Vor dieser Friedhofspforte unter der Peterskuppel stand ich an einem Sommertag des Jahres 1913 als einundzwanzigjähriger Student und starrte in die dunklen kühlen Schatten zwischen Lorbeer, Oleander und Myrte, Rosen und Wistaria unter den Palmenwipfeln, sah über die einfachen Steine, Kreuze und Blumen der Gräber und entdeckte im Hintergrund des Campo Santo zwei winkelig zusammenlaufende Palazzoflügel mit Bögen und Säulen und Loggias und blumengeschmückten Dachterrassen. Ich sah es und dachte: »Herr, wohnte man hier, könnte man eine Arbeit des Geistes tun!«

Hoch oben hinter dem schwindelerregenden, vom sonnenhellen Goldstaub des Südlandes erfüllten Blau hat ein Auge gelächelt und eine Stimme, die ich nicht hörte, gesprochen: »Warte nur, mein Junge, warte 35 Jahre, dann sollst du dort einziehen und für beständig dort wohnen und schließlich dort drinnen in der Friedhofserde von Gethsemane ruhen! Ich habe auch eine Arbeit des Geistes für dich, die du dir heute noch nicht träumen läßt. Aber zuerst muß ich dich in die Schule nehmen und dich durch Feuer und Wasser gehen lassen. Und dann habe ich noch verschiedene Arbeiten, die du ausführen sollst, wovon du aber vorher nichts zu wissen bekommst. Du hast nur Schritt für Schritt vorwärts zu gehen, wohin dich der Stachel treibt; aber du darfst nicht löcken wider ihn!«

Am Silvesterabend 1947 zog ich durch diese Pforte ein, und jetzt ist der alte Palazzo mein Heim hienieden; der Campo Santo ist mein Garten; die Bibliothek mit den vielen tausend Bänden ist mein Eigentum, das ich mit den anderen vierundzwanzig gelehrten Arbeitern des Hauses teile; ich habe meinen Platz am Tischende in einem Refektorium mit geschnitzten Paneelen und verblichenen Gemälden unter der Balkendecke; und ich habe ein Studierzimmer von der raucherfüllten, spartanischen Traulichkeit der klassischen Studierstuben dänischer Pfarrhöfe in alten Tagen, hier aber bereichert durch Bilder, Bücher und Erinnerungen aus vielen Ländern ... All das ist mein geworden. Und als Zugabe erhielt ich die geistige Arbeit, die mir die höchste in der Welt dünkt, und auf die, wie ich jetzt deutlich zu sehen vermag, meine ganze Entwicklung hingezielt hat.

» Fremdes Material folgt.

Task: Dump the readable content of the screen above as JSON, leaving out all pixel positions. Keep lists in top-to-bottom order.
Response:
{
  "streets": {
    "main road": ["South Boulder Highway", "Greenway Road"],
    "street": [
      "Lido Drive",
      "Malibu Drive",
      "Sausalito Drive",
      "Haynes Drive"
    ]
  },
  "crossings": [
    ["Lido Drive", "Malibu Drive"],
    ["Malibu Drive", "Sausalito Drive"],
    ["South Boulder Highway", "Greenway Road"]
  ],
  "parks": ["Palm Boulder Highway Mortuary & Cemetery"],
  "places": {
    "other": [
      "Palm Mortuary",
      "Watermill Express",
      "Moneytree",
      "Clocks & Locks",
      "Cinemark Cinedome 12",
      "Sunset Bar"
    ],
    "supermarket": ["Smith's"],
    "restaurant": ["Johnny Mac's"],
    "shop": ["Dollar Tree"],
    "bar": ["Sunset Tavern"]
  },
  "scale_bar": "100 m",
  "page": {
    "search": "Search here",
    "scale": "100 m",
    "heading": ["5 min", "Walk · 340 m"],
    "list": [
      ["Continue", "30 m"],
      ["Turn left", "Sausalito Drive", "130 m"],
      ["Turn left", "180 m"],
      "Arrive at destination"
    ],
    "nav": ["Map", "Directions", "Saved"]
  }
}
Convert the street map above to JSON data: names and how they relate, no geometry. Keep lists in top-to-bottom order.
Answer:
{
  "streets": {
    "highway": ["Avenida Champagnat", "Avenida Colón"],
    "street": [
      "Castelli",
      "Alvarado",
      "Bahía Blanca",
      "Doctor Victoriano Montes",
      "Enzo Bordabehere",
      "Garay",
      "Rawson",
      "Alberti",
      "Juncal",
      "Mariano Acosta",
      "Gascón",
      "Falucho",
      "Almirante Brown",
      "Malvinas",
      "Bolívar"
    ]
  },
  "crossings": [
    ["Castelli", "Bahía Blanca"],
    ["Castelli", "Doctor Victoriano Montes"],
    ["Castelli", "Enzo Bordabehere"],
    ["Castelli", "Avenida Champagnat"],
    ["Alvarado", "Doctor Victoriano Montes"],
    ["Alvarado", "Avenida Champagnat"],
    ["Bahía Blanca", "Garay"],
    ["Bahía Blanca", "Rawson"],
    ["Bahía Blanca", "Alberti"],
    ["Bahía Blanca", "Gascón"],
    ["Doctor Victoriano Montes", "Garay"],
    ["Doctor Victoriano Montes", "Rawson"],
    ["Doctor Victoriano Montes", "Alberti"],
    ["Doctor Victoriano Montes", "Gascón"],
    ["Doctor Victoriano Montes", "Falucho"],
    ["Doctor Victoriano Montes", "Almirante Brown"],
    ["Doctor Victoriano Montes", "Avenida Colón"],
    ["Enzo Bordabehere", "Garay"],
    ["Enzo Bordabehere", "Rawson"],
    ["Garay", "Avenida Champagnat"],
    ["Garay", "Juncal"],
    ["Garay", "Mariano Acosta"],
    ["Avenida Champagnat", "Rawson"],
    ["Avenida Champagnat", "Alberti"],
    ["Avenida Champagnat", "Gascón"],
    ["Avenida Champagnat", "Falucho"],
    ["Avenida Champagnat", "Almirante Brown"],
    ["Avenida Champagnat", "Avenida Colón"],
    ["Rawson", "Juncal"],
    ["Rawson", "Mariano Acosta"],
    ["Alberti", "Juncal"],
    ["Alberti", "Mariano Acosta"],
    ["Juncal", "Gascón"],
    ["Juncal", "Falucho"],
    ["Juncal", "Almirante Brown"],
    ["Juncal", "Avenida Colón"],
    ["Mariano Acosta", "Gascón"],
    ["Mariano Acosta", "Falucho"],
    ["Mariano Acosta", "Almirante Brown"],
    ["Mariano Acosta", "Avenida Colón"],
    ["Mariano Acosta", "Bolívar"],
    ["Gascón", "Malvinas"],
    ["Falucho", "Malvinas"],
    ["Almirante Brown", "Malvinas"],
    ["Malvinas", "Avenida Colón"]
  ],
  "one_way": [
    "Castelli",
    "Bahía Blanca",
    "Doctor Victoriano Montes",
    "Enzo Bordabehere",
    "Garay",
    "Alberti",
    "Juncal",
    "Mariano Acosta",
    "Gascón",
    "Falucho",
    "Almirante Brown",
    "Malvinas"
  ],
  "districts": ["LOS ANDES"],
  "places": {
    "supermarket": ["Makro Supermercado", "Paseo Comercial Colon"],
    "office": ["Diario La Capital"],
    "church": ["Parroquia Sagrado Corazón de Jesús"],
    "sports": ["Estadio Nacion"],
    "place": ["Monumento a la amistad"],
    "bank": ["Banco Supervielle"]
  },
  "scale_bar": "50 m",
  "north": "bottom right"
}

Ich kam also dahin, wohin ich wollte: vielleicht deshalb, weil ich dahin wollte, wohin ich sollte. Bevor ich »der glücklichste Priester der Welt« wurde, mußte ich durch 25 Jahre eine Tätigkeit ausüben, hier und da auf verschiedene Weise, so wie mich »der Stachel« trieb, und niemals kannte ich sie im voraus, und niemals erhielt ich ein Attest dafür. Im Campo Santo Teutonico habe ich den Frieden gefunden, nach dem ich an anderen Orten vergeblich gesucht habe: Frieden mit Gott und mit allen Menschen, Herzensfrieden und Arbeitsfrieden, was mich voll Dank dazu treibt, das Tagewerk mit dem Gebet zu beschließen:

Dank Dir, gütiger Heiliger Geist,

Daß Du mir das Lebenslos beschieden hast,

Mit Wort und Geist allein zu wirken;

Daß Du zum Kampf der Geister

Und zum Dienst an Deiner Kirche

In meine Hand die Feder gabst,

Die aus Deiner Brust Du rissest.

Warum habe ich dieses Vorspiel nicht dem ersten Abschnitt meiner Lebensbeichte »Das Netz des Petrus« als Nachwort folgen lassen und meine Lebenserinnerungen damit abgeschlossen? Weshalb berichte ich nun von meinem ganzen Rückweg nach Rom, der wahrhaftig kein Richtweg war, jedoch auch kein Umweg, geschweige denn ein Spazierweg oder die Fahrstraße der vielen? Nicht aus Vergnügen, dazu ist es zu wenig vergnüglich, von mir selbst zu berichten; sondern weil einige, ja recht viele, die meinten, ich hätte ihnen auf den richtigen Weg oder unterwegs geholfen (wenn auch oft auf anderen Wegen als dem meinen), mich gebeten, nein, von mir begehrt haben, ich sollte von meinem weiteren Weg zu Gott Bericht ablegen.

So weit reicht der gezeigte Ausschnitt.